Три жизни - Гертруда Стайн
Шрифт:
Интервал:
Закладка:
— Дело не в том, простил я тебя или не простил, Меланкта, дело совсем в другом. Меня заботит только то, что ты на самом деле чувствуешь ко мне, только это меня и заботит. И знаешь, ничего в тебе такого с тех пор не изменилось, что заставило бы меня подумать, что в тот раз ты говорила не от души насчет того, что я недостаточно хорош для того чтобы ты уважала, а тем более — любила меня.

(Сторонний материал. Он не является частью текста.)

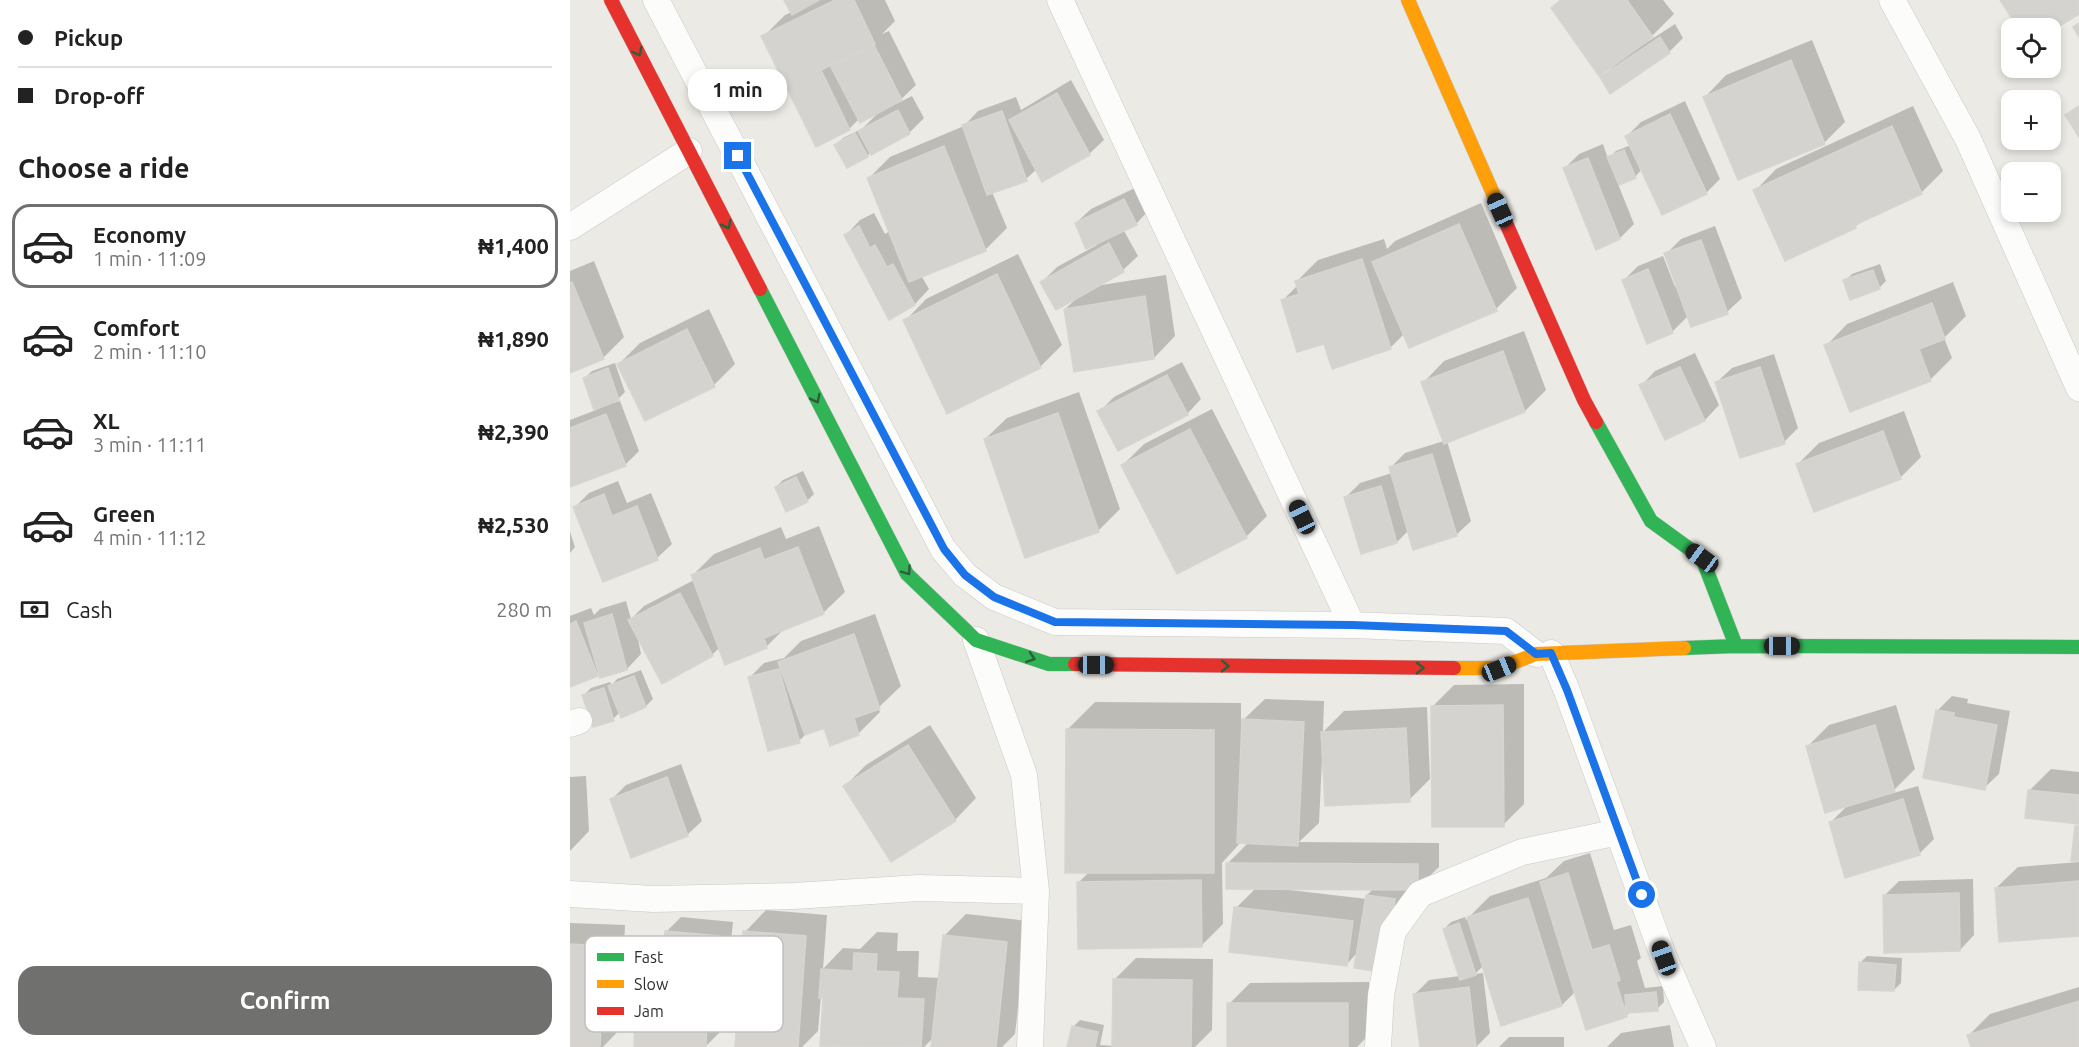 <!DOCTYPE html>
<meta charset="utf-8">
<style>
body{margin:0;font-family:Ubuntu,sans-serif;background:#f2f2f2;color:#222;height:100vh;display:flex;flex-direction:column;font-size:22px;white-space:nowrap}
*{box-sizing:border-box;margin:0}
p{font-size:20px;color:#767676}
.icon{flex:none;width:33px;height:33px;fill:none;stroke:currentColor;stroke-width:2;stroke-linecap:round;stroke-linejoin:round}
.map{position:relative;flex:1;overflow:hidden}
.sheet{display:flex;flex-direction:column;background:#fff;width:570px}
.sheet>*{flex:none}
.hud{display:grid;align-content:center;height:132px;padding:0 18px;background:#fff}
.fabs{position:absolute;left:1431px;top:18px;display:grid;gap:12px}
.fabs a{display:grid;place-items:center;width:60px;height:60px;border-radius:12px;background:#fff;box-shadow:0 3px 9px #0003;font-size:30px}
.end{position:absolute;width:27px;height:27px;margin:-14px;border:8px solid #1a73e8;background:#fff;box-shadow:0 0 0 3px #fff}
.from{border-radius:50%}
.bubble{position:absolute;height:42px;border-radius:18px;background:#fff;box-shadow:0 3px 9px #0003;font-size:20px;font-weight:600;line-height:42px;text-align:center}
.car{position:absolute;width:18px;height:36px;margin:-18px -9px;border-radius:8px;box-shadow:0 0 4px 2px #0007;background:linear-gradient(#222 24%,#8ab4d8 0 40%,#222 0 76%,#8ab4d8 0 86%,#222 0)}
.hud b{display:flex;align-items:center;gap:21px;height:57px;font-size:22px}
.hud b+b{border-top:2px solid #e0e0e0}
.hud i{width:15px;height:15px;background:#222}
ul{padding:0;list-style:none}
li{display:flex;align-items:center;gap:18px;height:84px;margin:0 12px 9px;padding:0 6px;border:3px solid transparent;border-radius:18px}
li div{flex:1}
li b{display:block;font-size:22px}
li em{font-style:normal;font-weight:600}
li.current{border-color:#70706e}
li>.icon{width:54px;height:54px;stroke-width:1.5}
h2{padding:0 18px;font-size:27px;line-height:72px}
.pay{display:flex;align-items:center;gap:15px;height:66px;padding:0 18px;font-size:22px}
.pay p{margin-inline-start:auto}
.primary-button{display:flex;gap:12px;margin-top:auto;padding:12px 18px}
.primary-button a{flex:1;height:69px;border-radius:18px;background:#70706e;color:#fff;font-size:24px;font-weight:600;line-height:69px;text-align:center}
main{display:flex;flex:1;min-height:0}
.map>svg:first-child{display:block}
.shadow{fill:#0003;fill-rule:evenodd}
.building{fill:#d5d3cf;stroke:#d7d5d0;stroke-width:1.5}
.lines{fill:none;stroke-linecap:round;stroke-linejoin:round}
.street-casing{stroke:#c9c9c9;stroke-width:27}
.fast-casing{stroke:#c9c9c9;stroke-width:15}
.slow-casing{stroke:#c9c9c9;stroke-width:15}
.jam-casing{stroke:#c9c9c9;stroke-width:15}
.street{stroke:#fcfcfb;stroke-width:26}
.fast{stroke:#30b455;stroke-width:14}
.slow{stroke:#ff9f0a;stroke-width:14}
.jam{stroke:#e5322d;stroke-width:14}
.oneway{stroke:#2f5d3c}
.route{stroke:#1a73e8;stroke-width:8}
.key{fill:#fff;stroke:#c0c0c0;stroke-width:1.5}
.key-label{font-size:16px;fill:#2e2e2e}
</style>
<main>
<section class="sheet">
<div class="hud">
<b><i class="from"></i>Pickup</b>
<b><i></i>Drop-off</b>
</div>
<h2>Choose a ride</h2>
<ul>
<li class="current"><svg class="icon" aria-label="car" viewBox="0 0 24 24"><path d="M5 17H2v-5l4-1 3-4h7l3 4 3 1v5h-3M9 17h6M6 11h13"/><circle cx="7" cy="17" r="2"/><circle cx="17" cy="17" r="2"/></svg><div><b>Economy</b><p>1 min · 11:09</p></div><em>₦1,400</em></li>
<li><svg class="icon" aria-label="car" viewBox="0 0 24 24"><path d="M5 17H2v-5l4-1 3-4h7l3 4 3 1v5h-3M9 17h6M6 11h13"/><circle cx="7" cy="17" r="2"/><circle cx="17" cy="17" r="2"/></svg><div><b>Comfort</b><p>2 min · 11:10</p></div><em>₦1,890</em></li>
<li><svg class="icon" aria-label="car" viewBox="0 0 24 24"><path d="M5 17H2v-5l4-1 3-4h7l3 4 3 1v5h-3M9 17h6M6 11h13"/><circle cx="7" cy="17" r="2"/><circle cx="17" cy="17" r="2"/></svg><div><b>XL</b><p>3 min · 11:11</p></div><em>₦2,390</em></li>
<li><svg class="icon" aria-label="car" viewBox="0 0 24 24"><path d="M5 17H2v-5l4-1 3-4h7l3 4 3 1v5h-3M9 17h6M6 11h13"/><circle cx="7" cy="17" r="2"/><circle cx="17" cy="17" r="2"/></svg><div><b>Green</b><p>4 min · 11:12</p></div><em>₦2,530</em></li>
</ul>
<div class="pay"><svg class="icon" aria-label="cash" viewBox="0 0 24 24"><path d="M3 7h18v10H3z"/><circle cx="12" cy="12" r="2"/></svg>Cash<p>280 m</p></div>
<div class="primary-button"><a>Confirm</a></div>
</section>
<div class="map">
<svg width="1509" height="1047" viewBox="0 0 1509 1047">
<rect width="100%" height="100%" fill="#eceae4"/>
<path class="shadow" d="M215 0H315L325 21 312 34 319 31 346 85 326 104 342 96 354 118 339 133 301 152 297 156 266 145 273 138 293 128 309 112 289 119 279 129 193 37 215 15 222 12Z
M990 0H1093L1104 14 1078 40 1079 41 1105 24 1113 38 1099 52 1032 78 1044 65 982 8Z
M1242 40 1275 122 1254 143 1135 97 1156 75Z
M501 80 534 140 519 154 467 169 456 179 422 192 437 228 415 250 351 275 359 289 345 304 319 318 276 235 290 220 304 213 315 234 320 231 298 179 320 157 394 126 408 111 446 97 451 110Z
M1115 101 1150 179 1136 193 1072 169 1065 177 1048 184 1064 224 1050 238 995 168 1009 154 1033 144 1038 159 1046 151 1061 145 1057 136 1071 122Z
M1343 106 1373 171 1351 193 1293 219 1285 227 1185 191 1206 169Z
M569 186 580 209 566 224 553 229 568 256 553 270 525 286 596 275 605 336 584 358 495 309 507 298 472 282 487 267 527 245 506 223 521 209Z
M911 203 947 288 926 309 834 334 820 348 755 342 712 301 728 285 727 281 748 260 814 239 817 249 825 241Z
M1145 226 1172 298 1157 312 1118 316 1102 332 1054 280 1068 266 1093 256 1105 287 1108 286 1096 254 1111 239Z
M448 254 492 345 471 366 378 412 335 321 356 299Z
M24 261 54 337 33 358 0 372V271Z
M1310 264 1316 281 1309 288 1275 281 1282 274Z
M1383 282 1396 316 1374 338 1382 358 1360 380 1256 346 1277 324Z
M139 309 165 364 144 385 49 364 70 343Z
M954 331 976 390 955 411 877 441 901 521 886 535 839 530 827 542 776 497 790 483 822 473 821 467 835 453 874 441 853 383 874 361Z
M1125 353 1149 405 1135 420 1096 438 1071 386 1085 371Z
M1204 354 1228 428 1214 442 1147 382 1162 368Z
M612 362 631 399 617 414 529 412 544 397Z
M45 363 55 392 44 403 50 401 69 451 55 465 0 486V420L26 410 15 378 22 371Z
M509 392 550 509 528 531 415 439 437 418Z
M642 409 697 516 676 537 552 466 574 444Z
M1334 411 1351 457 1330 478 1228 464 1249 443Z
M233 471 244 494 237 501 206 487 213 480Z
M48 481 57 503 81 493 102 544 87 558 5 507 19 493Z
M249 526 275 592 253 613 214 629 197 646 156 663 150 647 142 655 67 634 71 654 57 669 30 673 0 686V616L21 608 24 615 30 609 56 601 61 619 74 606 124 580 122 576 144 554 211 527 216 539Z
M0 532 5 547 0 553Z
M305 614 331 686 308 708 310 712 288 734 255 726 238 732 229 741 179 678 194 663 214 658 231 641Z
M71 670 83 699 76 706 52 716 50 712 43 719 14 695 21 688 40 682 42 685 47 679Z
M954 684V804L933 825 863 706 884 685Z
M1382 696 1398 699 1397 703 1440 711 1429 774 1414 788 1368 710Z
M695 699 754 701 753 732 774 711 857 707 860 779 839 800 752 760 749 823 729 842 869 843V867L847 888 829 957 788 952 777 964 666 908 686 888 658 863 679 842H671L652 863 653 924 631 946 508 883 520 871 497 730 525 702 671 703V722ZM720 888H804L797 895V899L720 890Z
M1326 705 1345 769 1320 794 1348 786 1364 839 1349 854 1260 823 1279 804 1237 747 1259 725Z
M360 725 406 798 385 820 275 786 296 765Z
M111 764 132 821 117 835 41 800 56 785Z
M1481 769 1509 772V822L1460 790Z
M16 776 19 831 0 851V777Z
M1020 853 1044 930 1061 925 1071 958 1067 961 1075 988 1093 986 1094 1002 1087 1009 1061 1011 1056 1016 1006 991 992 1005 913 966 905 974 913 973 920 1033 906 1047H851L845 994 859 980 890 976 874 929 881 922 895 917 896 920 920 896 976 878 994 861Z
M1509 862V934L1426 888 1448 867Z
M1403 879 1404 935 1390 950 1315 895 1329 881Z
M196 910 257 915 253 969 273 948 290 949 307 932 328 933 327 951H349L348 977 370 978 375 935 396 914 458 921 445 1034 432 1047H363L364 1037 354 1047H287L252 1044 255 996H251L248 1031 232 1047H166L175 932Z
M111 917 163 922 156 992 150 998V1032L135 1047H73L66 1008 81 994H91L97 931Z
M0 923 55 925 50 1029 33 1047H0Z
M1297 956 1332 958 1331 983 1324 990 1290 963Z
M566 958 643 959 642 1030 625 1047H499L503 1027 510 1020 534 1025 530 1045 544 1046V980Z
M799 982V1035L787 1047H659V1004L680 983Z
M1509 987V1047H1402L1399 1035 1420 1014Z
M1100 1025 1104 1047H1037L1051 1033Z
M939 1037H994V1047H929Z"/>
<path class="building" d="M214 0H249L222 15Z
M265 0H284L305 44 251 70 280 130 246 147 191 36Z
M991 0H1057L1083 37 1029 76 981 8Z
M1430 0H1509V14L1480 32V28H1448Z
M1509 23V37L1503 27Z
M1090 37 1100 53 1040 94 1030 77Z
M304 45 332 100 290 123 261 67Z
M1221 60 1255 144 1168 180 1133 97Z
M487 93 520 155 472 182 439 120Z
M1509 106V137L1495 115Z
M328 110 340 134 301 155 288 131Z
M432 111 457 181 417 195 392 125Z
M1100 114 1137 194 1092 215 1055 136Z
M1322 126 1352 194 1285 225 1286 228 1215 261 1183 190Z
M285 133 298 157 277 168 264 145Z
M374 146 416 251 339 282 297 178Z
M1054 150 1066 178 1049 185 1037 157Z
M1018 158 1050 239 1026 250 993 168Z
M554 199 567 225 516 249 505 223Z
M889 224 927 311 839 348 802 262Z
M289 226 300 248 305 245 317 267 323 264 345 305 319 320 274 235Z
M1131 240 1158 314 1121 327 1094 253Z
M539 243 554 272 486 310 470 282Z
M792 259 821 349 762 369 754 344 727 352 711 300 729 294 725 281Z
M1078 269 1103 333 1077 344 1052 280Z
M1303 270 1310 289 1280 300 1273 280Z
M427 274 471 368 377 414 333 320Z
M2 282 34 359 0 373V283Z
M575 296 584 359 504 372 494 309Z
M1362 303 1375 339 1349 349 1361 381 1280 412 1254 345Z
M117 329 145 387 75 421 47 364Z
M933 351 955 412 874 444 851 382Z
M1110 367 1135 421 1095 440 1069 385Z
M1190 367 1215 444 1170 458 1145 382Z
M38 368 49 400 24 410 13 378Z
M597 375 618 415 548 451 527 411Z
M488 413 529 532 455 558 414 439Z
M36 414 56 466 0 487V428Z
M620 429 677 538 607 574 551 465Z
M1313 431 1331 479 1244 512 1226 464Z
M862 454 887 536 843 550 819 467Z
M226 477 238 502 216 512 205 487Z
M811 486 827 543 791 554 774 497Z
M34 494 42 516 67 506 88 560 33 582 3 507Z
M228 547 254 614 194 638 197 648 155 665 121 575 190 548 194 560Z
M110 593 143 656 92 684 58 620Z
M42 614 57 670 30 678 14 623Z
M6 621 28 676 0 687V624Z
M284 634 310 709 284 718 289 735 260 746 254 728 235 735 208 662Z
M209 669 230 743 198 751 178 677Z
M64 676 76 707 51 718 38 686Z
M34 688 44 721 23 727 12 695Z
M933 705 934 827H862L861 706Z
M1366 710 1384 713V717L1427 725 1415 790 1353 778Z
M672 719 734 722 728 846 667 843Z
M1305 725 1325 792 1255 813 1236 746Z
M836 728 840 802 755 806 751 732Z
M496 729 644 730V873H495Z
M338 745 386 821 321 862 273 786Z
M97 777 118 836 61 858 40 799Z
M1458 790 1509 795V824L1455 818Z
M1333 799 1350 855 1275 878 1259 822Z
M1505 826H1509V861H1501Z
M656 863 848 864V890L656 889Z
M998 873 1022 950 1039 945 1050 980 1046 982 1057 1017 1016 1030 970 882Z
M631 880 632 947 508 949 507 882Z
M1509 881V936L1429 942 1425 888Z
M1389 893 1390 951 1314 953 1313 895Z
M796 895 825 899 815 973 784 968Z
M958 898 992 1006 931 1026 897 917Z
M664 907 783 921 777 966 659 952Z
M889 923 906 975 890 980 873 929Z
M95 931 150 936 143 1008 88 1003Z
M173 931 236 936 228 1047H165Z
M373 935 437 942 426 1047H361Z
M0 944 34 946 30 1047H0Z
M284 953 307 954 306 971 329 972 327 998 354 999 351 1047 250 1046 253 998H249L251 969 283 971Z
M1289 962 1326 965 1324 991 1288 990Z
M543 979 622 980 621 1047H542Z
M899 987 906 1047H850L843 994Z
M1086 992 1088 1011 1056 1013 1055 995Z
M1509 1001V1047H1401L1397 1035Z
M657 1003H778V1047H657Z
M65 1008H137L136 1047H64Z
M502 1026 528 1032 525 1047H497Z"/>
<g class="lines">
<defs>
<path id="street" d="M86 0 373 549 395 575 424 597 485 622 782 625 936 631 966 654
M490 0 782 625
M1322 0 1398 139 1509 388
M0 227 119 151
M406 640 454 775 466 891 460 1047
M981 653 997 691 1094 958 1133 1047
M0 724 9 721
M0 894 83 899 224 896 349 888 466 891
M808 1047 811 995 823 931 850 894 952 852 1049 832"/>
<path id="fast" d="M190 289 337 574 406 640 479 664H505
M1026 422 1081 521 1132 558 1166 646
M1114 648 1166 646 1509 647"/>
<path id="slow" d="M838 0 932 214
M884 668H929L966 654 1114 648"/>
<path id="jam" d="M41 0 190 289
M932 214 1014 400 1026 422
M505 664 884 668"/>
</defs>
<use href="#street" class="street-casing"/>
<use href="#fast" class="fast-casing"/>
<use href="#slow" class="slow-casing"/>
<use href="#jam" class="jam-casing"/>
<use href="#street" class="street"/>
<use href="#fast" class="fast"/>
<use href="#slow" class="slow"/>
<use href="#jam" class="jam"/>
</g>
<defs><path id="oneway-chevron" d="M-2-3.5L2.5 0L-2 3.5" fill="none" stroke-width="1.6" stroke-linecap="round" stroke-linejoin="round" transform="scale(1.5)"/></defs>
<g class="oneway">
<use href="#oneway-chevron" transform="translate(68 52) rotate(63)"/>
<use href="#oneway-chevron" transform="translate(157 225) rotate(63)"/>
<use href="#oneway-chevron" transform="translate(246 399) rotate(63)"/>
<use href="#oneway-chevron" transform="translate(337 571) rotate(55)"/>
<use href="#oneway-chevron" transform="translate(461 658) rotate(19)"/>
<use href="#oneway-chevron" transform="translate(655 666) rotate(1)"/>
<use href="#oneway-chevron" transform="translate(850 668) rotate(1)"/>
</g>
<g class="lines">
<path class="route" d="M168 156 374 549 395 575 424 597 485 622 782 625 936 631 966 654 981 653 997 690 1072 895"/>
</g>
<rect x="15" y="936" width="198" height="96" rx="9" class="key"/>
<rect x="27" y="953" width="27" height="8" fill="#30b455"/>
<rect x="27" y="980" width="27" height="8" fill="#ff9f0a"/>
<rect x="27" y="1007" width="27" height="8" fill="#e5322d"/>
<g class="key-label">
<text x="64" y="963">Fast</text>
<text x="64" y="990">Slow</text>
<text x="64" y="1017">Jam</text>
</g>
</svg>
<div class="fabs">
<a><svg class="icon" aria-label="locate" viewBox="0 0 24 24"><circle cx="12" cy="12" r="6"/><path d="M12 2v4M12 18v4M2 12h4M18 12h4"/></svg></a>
<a>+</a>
<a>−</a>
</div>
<i class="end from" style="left:1072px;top:895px"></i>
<i class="end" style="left:168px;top:156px"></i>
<div class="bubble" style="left:118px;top:69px;width:99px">1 min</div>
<i class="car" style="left:930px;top:210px;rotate:336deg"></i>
<i class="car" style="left:732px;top:517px;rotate:335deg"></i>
<i class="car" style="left:1132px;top:558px;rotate:306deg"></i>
<i class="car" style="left:1212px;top:646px;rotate:90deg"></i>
<i class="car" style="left:526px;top:665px;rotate:90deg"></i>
<i class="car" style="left:929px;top:669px;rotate:68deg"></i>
<i class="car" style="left:1094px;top:958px;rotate:340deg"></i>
</div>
</main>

— Нет, Джефф, я все-таки ни разу в жизни еще не видела такого человека, как ты. Тебе то, что обычные люди просто чувствуют, и всё, обязательно нужно облечь в слова, и чтобы на словах все стало понятно. Я просто не понимаю, почему я всякий раз должна объяснять тебе то, что имела в виду, когда сказала так или эдак. А у тебя ко мне даже сочувствия нет никакого, раз ты все спрашиваешь и спрашиваешь, что я имела в виду, а я, между прочим, когда все это говорила в тот вечер, такая была уставшая, такая уставшая. Да и вообще я не всегда соображаю, что говорю.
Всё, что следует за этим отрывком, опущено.